THE PROBLEM — Exact reproduction of the listing is required. Pictures are not reproduced.

GIVEN ENTRIES —
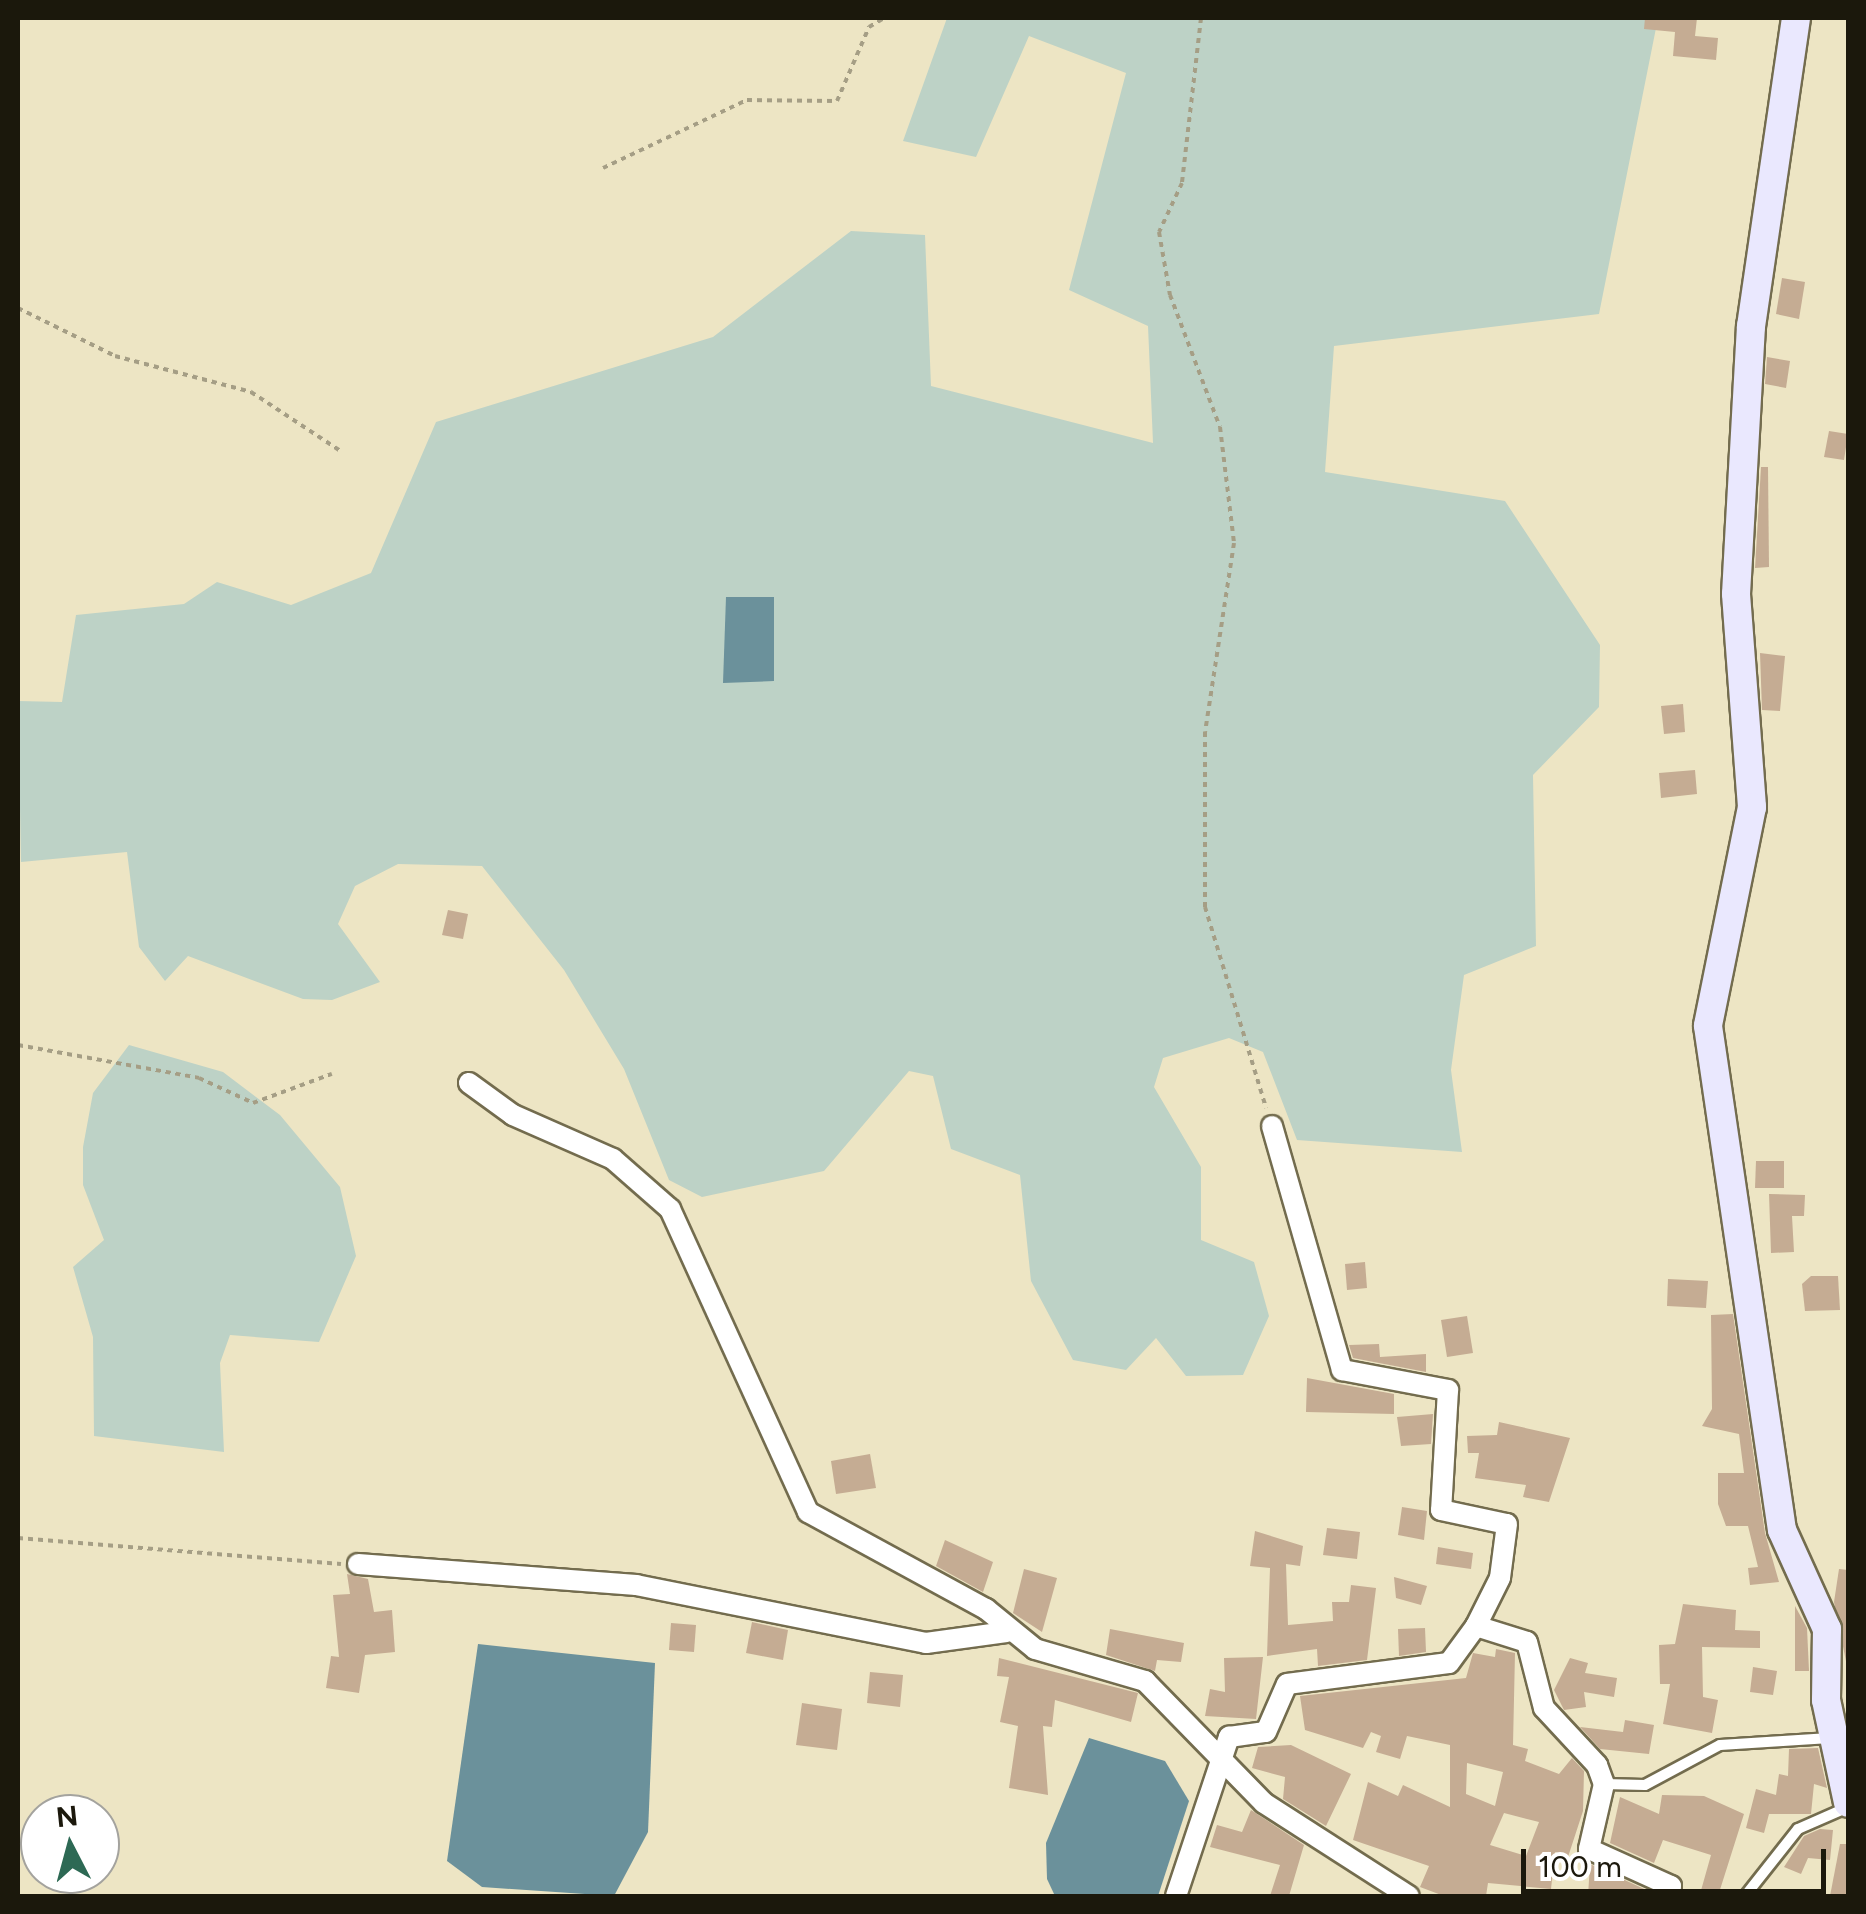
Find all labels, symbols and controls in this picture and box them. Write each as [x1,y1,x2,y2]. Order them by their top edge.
north arrow [20,1794,120,1894]
text: N [55,1798,80,1834]
scale bar [1526,1829,1831,1891]
text: 100 m [1538,1848,1622,1885]

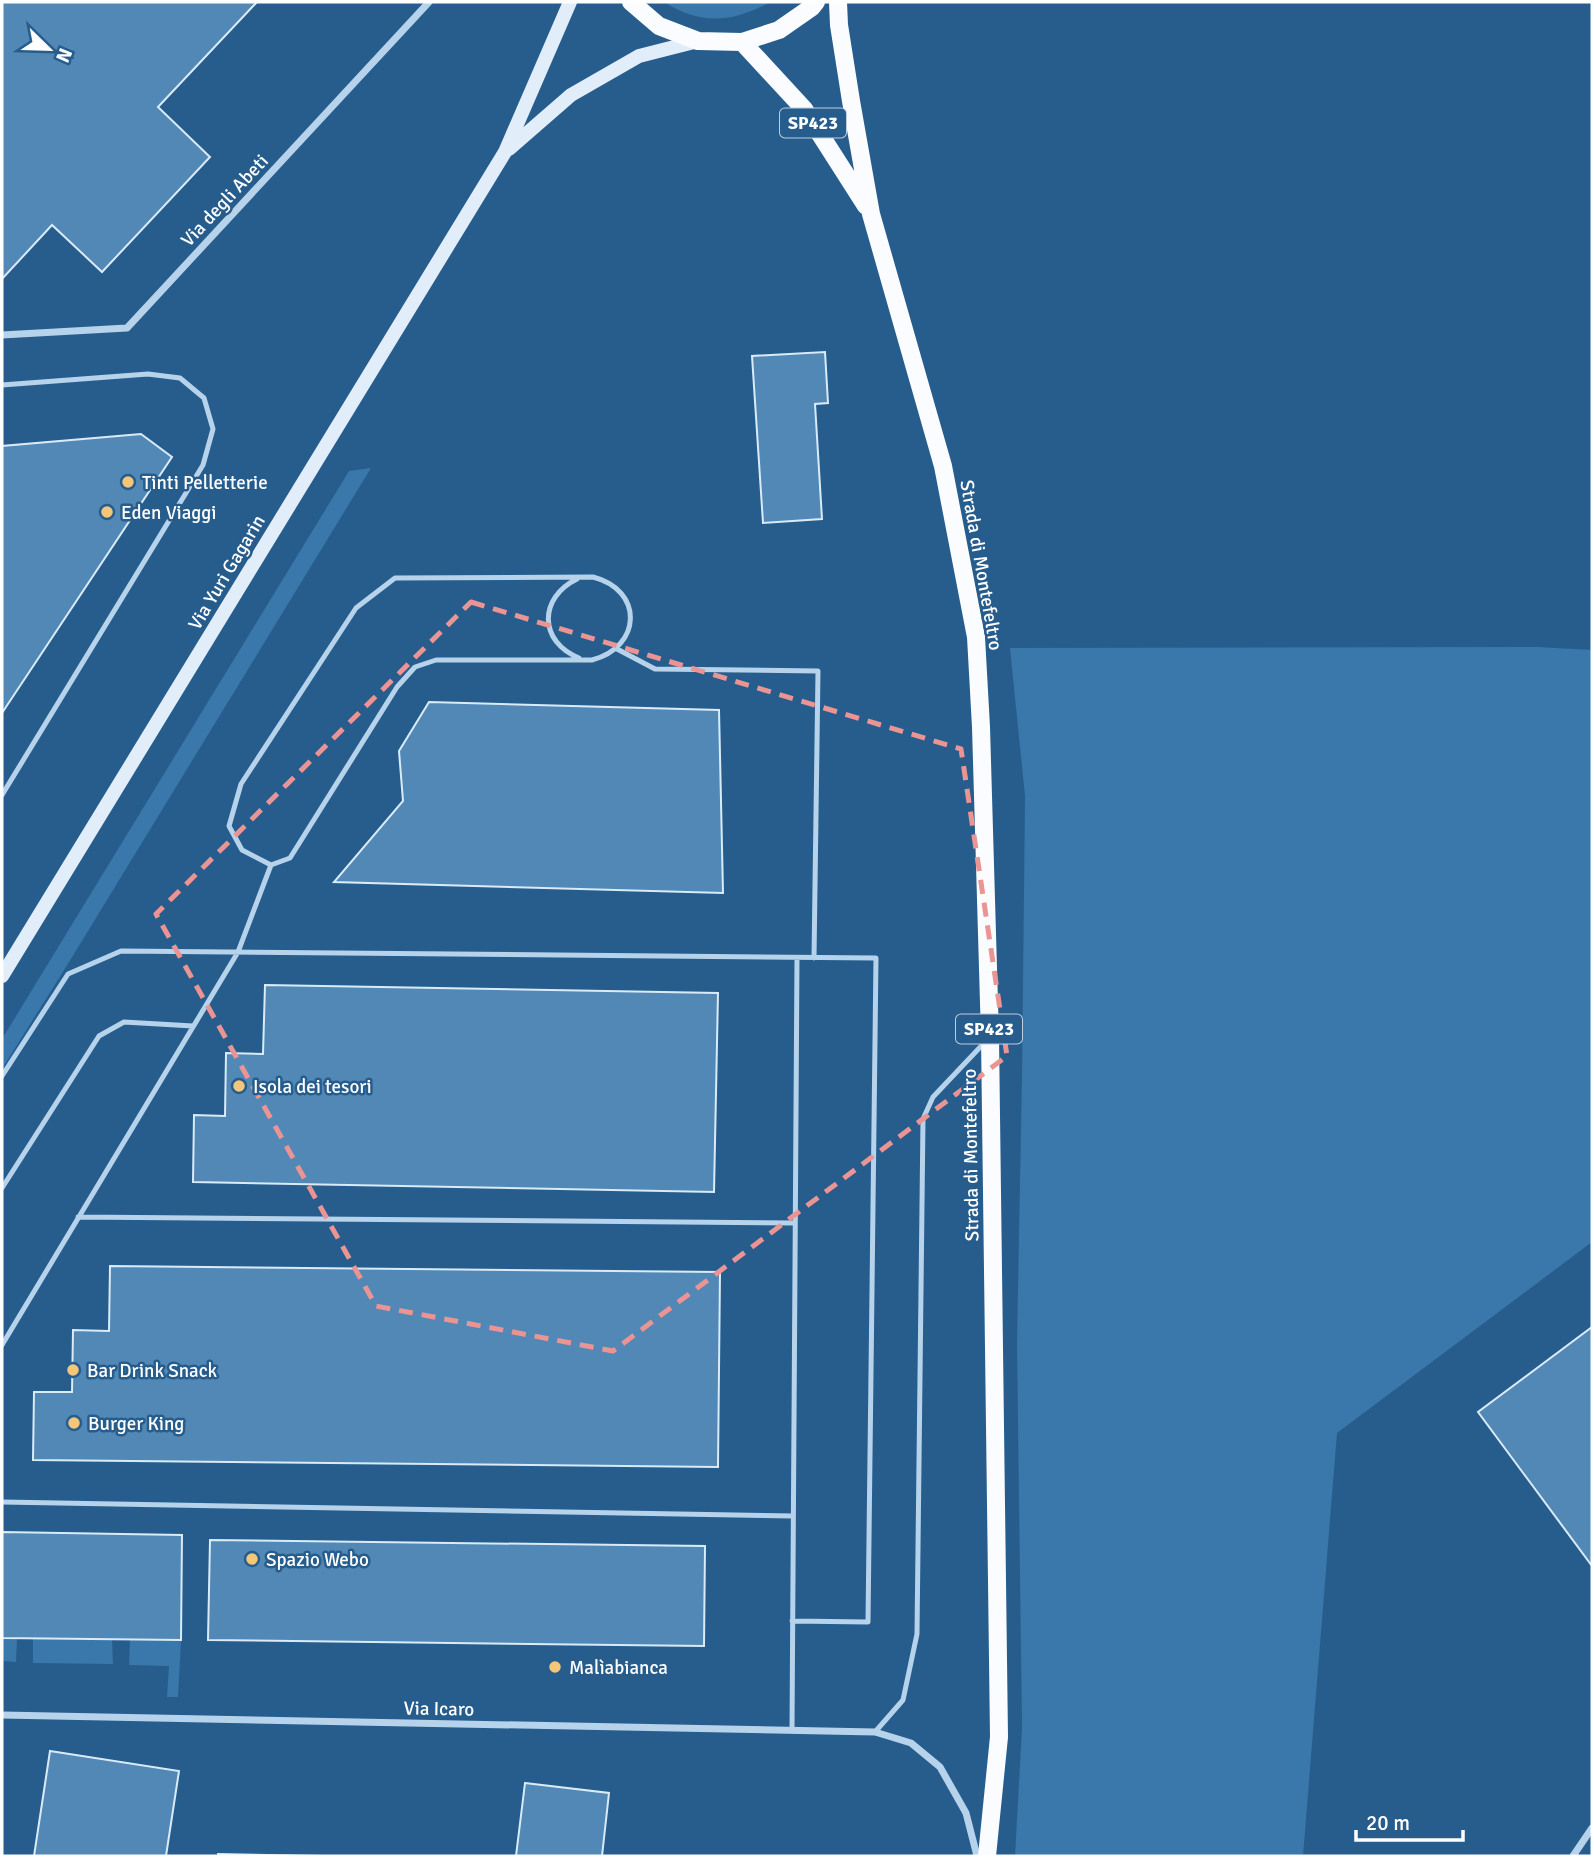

ANSWER FOR THIS EXERCISE —
Find all labels, symbols and controls in this picture and box them. Write each as [x1,y1,x2,y2]. Order them by their top edge.
north arrow [20,1794,120,1894]
text: N [55,1798,80,1834]
scale bar [1526,1829,1831,1891]
text: 100 m [1538,1848,1622,1885]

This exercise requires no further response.